3.紛争解決データに見る労務コスト増加の予兆
労働局による紛争解決の援助申立受理件数は、労働施策総合推進法(パワハラ関係)が1,635件と最も多く、ハラスメントを巡る紛争が日常化していることがわかります。
これらの紛争は、企業にとって単なる是正指導で終わらず、多大なコストを発生させます。
①人件費リスク(税務・会計への影響)
・慰謝料・和解金の支払い
・弁護士費用・社労士費用などのコンサルティング費用
・懲罰的課税リスク…是正指導後の行政処分や報道による信用毀損は、企業価値低下という形で間接的に財務に影響を及ぼすことも
②業務コスト(内部管理体制への影響)
・労働局対応や紛争手続きにかかる担当者の時間
・再発防止のための研修実施や制度改定のコスト
・指導事項トップである「労働条件の文書交付」の不備は、訴訟リスクを高めるだけでなく、社会保険料算定や年末調整における人件費の正確性にも影響を及ぼしかねません。
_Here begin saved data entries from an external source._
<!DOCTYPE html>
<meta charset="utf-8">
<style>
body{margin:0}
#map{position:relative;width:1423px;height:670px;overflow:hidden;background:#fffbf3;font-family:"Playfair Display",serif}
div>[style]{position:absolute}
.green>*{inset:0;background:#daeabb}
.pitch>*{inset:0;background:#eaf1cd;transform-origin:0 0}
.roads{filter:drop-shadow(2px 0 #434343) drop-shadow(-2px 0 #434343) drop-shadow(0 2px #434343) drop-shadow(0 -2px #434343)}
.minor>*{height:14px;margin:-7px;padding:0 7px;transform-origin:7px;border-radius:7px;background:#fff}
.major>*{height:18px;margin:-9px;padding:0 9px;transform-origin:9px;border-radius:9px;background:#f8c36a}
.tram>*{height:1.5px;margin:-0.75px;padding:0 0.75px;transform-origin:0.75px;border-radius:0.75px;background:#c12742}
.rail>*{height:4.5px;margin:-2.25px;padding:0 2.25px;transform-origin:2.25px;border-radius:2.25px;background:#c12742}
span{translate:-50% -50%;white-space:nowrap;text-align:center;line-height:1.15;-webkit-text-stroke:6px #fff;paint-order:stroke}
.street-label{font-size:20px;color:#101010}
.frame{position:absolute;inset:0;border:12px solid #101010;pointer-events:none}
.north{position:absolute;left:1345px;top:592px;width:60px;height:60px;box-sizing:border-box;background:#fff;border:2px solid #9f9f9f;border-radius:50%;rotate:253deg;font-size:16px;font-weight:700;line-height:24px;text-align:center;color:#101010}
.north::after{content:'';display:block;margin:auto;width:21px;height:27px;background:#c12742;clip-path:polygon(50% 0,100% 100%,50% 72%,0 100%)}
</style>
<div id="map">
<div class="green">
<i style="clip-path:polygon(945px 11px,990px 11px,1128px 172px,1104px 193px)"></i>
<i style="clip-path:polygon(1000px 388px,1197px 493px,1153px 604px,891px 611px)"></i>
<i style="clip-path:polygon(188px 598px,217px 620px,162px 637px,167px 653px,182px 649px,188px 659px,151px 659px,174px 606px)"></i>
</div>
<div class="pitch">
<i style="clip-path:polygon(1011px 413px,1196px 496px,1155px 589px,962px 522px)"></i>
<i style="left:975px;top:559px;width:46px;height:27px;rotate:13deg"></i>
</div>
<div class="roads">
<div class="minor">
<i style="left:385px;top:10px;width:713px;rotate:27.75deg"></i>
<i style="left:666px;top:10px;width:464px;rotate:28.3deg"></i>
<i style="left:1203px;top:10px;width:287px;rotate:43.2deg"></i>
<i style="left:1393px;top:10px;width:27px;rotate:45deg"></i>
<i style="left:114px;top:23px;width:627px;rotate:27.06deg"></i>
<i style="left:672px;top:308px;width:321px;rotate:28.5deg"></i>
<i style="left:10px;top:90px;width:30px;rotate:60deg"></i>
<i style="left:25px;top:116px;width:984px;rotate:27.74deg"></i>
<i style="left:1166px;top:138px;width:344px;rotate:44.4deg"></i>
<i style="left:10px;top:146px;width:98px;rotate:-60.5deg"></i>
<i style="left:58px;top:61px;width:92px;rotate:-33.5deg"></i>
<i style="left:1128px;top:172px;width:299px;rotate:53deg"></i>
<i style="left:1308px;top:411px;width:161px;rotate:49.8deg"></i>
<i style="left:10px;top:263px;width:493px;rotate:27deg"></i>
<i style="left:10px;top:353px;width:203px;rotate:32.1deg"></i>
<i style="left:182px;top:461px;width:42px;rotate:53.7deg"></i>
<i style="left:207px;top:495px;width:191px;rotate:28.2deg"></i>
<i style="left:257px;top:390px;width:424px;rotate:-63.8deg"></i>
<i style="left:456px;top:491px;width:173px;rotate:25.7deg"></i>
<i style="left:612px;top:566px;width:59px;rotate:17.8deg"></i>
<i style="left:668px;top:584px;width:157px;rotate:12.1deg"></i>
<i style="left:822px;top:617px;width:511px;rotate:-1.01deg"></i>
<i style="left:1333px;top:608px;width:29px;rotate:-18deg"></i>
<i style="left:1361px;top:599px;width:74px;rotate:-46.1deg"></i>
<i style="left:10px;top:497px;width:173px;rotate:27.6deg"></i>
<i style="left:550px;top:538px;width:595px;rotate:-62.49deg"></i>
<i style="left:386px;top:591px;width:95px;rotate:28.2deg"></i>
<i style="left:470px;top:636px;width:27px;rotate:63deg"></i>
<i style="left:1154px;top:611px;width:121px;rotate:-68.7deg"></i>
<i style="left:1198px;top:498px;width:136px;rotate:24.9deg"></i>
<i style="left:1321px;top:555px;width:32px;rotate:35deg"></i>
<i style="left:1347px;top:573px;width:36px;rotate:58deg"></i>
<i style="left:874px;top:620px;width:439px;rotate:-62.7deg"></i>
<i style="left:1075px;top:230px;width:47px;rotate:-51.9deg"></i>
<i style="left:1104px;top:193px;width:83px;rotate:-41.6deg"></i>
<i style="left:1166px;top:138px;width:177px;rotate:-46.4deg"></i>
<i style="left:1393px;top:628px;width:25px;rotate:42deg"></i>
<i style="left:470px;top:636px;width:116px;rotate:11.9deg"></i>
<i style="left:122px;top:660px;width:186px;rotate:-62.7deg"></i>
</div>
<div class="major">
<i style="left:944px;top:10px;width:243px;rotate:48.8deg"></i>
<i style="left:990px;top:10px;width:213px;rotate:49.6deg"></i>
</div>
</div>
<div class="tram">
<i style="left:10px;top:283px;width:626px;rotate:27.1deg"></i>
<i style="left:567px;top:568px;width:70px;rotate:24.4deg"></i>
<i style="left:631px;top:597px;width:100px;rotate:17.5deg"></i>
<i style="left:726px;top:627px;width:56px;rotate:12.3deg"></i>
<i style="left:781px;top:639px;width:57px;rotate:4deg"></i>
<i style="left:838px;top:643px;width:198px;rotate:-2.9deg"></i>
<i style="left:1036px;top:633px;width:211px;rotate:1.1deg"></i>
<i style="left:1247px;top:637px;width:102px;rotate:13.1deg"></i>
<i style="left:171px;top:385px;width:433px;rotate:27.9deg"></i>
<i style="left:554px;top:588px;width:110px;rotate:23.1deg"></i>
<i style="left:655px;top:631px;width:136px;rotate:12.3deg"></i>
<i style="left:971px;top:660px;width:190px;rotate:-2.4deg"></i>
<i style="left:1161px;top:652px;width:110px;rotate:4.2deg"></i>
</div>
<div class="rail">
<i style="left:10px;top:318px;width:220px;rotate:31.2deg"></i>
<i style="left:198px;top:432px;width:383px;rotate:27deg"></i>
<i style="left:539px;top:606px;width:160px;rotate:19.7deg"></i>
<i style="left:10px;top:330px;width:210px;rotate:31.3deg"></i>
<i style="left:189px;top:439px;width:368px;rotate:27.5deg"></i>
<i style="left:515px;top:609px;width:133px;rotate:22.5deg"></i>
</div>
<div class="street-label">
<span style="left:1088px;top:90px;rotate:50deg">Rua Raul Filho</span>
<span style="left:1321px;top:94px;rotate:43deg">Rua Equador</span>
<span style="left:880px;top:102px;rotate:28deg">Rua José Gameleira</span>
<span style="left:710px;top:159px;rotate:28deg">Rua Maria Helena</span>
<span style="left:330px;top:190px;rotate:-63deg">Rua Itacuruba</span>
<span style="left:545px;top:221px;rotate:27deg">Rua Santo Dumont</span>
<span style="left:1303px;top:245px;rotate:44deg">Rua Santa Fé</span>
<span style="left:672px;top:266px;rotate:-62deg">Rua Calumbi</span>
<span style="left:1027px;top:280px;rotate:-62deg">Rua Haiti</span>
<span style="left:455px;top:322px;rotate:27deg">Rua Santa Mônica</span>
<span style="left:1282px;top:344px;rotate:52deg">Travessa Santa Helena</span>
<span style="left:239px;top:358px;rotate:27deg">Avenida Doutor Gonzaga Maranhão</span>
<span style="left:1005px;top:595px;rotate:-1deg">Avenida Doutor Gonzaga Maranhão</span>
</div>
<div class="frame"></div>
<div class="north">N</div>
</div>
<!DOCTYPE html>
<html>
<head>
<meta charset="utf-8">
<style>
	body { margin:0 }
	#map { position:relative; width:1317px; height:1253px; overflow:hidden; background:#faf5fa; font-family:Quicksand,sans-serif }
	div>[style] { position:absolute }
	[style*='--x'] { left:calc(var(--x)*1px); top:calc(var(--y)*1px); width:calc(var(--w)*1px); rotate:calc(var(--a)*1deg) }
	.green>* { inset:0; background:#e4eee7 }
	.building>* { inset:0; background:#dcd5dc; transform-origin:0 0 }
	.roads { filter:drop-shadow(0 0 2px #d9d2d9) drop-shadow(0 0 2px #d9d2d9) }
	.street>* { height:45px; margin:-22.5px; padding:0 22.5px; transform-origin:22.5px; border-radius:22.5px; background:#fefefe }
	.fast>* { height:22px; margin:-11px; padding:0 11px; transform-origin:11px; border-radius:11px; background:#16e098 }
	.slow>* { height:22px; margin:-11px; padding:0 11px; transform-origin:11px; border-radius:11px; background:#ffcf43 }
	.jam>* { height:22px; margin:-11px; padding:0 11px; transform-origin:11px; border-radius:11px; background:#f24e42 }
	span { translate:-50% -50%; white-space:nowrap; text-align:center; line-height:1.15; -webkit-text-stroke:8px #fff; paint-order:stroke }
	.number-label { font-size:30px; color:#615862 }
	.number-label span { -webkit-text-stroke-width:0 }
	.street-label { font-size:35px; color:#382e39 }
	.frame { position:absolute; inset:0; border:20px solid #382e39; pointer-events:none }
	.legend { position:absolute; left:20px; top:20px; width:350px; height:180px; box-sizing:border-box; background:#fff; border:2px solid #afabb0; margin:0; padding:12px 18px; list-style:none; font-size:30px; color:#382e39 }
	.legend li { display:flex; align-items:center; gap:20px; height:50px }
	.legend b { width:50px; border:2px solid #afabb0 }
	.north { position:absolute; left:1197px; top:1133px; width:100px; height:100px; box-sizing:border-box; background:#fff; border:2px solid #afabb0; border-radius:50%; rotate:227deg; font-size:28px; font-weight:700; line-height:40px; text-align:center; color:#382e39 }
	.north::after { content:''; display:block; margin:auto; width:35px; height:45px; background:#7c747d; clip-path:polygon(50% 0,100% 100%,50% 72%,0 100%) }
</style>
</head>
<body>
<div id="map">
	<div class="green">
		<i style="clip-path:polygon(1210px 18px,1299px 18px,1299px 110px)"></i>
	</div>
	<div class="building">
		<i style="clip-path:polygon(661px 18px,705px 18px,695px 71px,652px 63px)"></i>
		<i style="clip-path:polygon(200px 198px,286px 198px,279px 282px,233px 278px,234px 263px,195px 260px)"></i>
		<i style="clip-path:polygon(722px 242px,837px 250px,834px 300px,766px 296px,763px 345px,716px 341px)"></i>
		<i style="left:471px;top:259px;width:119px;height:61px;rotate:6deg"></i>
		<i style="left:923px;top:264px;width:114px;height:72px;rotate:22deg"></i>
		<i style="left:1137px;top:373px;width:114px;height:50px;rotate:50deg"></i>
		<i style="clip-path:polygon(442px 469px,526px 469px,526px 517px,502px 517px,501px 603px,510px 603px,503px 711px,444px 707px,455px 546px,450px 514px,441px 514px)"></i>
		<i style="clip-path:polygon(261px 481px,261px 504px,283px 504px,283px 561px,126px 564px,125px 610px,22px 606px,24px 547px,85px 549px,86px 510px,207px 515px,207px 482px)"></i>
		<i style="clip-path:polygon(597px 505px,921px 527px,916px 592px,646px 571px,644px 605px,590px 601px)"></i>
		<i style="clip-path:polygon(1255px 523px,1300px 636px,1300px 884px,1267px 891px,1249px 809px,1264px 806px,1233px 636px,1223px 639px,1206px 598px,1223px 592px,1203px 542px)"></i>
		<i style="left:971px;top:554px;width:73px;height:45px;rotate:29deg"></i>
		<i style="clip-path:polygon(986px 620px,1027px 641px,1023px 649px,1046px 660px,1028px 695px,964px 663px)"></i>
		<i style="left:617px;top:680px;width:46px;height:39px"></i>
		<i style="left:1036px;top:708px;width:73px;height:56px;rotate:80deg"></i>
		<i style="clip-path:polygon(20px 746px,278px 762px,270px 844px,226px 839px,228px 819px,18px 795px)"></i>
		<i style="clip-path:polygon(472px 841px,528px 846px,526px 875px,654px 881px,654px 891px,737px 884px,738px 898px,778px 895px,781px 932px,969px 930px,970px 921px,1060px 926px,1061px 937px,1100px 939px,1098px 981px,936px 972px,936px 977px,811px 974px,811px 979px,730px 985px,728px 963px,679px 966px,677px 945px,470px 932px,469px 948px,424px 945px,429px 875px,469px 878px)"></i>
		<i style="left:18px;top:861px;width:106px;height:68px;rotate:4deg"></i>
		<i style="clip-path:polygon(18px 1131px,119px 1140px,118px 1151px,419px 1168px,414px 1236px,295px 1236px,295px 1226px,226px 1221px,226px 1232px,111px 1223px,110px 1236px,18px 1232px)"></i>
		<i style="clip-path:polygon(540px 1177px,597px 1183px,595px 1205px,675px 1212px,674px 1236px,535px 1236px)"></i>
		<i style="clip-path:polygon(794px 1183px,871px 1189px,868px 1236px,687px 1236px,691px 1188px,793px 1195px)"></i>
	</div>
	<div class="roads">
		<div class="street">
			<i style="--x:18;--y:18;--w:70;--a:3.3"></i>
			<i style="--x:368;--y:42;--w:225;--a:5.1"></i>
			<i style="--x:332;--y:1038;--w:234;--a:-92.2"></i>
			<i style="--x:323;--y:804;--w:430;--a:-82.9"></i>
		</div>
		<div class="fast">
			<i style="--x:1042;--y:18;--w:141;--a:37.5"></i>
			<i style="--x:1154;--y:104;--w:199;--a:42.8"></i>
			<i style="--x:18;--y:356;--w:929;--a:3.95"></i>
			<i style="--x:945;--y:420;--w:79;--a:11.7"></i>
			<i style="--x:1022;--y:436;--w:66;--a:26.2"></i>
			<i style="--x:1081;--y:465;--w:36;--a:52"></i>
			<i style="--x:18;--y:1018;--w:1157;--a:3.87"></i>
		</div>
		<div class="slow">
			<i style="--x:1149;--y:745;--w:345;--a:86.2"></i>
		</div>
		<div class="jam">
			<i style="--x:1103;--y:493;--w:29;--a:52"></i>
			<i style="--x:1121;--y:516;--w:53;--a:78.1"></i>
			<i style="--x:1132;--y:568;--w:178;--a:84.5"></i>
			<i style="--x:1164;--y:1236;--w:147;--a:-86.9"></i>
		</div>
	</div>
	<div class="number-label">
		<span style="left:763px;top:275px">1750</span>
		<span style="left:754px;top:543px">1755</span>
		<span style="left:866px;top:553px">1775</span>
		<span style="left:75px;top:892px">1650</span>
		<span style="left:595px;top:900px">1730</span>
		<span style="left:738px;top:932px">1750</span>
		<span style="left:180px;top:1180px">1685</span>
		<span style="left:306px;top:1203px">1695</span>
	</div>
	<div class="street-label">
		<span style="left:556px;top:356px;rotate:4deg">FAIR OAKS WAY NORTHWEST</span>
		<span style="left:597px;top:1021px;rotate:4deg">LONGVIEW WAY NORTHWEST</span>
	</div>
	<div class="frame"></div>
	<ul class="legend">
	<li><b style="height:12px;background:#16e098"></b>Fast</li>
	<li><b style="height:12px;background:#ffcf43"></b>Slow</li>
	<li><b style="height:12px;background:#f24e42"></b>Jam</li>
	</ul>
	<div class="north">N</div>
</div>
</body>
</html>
法令遵守は単なる義務ではなく、企業の人件費コストと未来の税務リスクを軽減するための戦略的な投資であると捉えるべきです。
◆労務リスク回避のために企業がすべきこと
令和6年度の施行状況データは、企業が以下の3点に重点的に取り組む必要があることを示しています。
育児・介護休業制度の再点検
複雑化する法改正に対応した就業規則の改定と、従業員への個別周知の徹底。
非正規社員の雇用条件の明確化
労働条件通知書は最新のフォーマットで作成し、「不合理な待遇差」が生じていないか、待遇の根拠を明文化する。
ハラスメント防止措置の強化
特にマタハラ(妊娠・出産等に関するハラスメント)に焦点を当てた研修と相談窓口の周知を徹底する。
これらの対応は、労働局からの是正指導を未然に防ぎ、企業の労務コストを最適化するために不可欠です。社会保険労務士などの専門家を活用し、積極的な労務管理体制の整備を進めてください。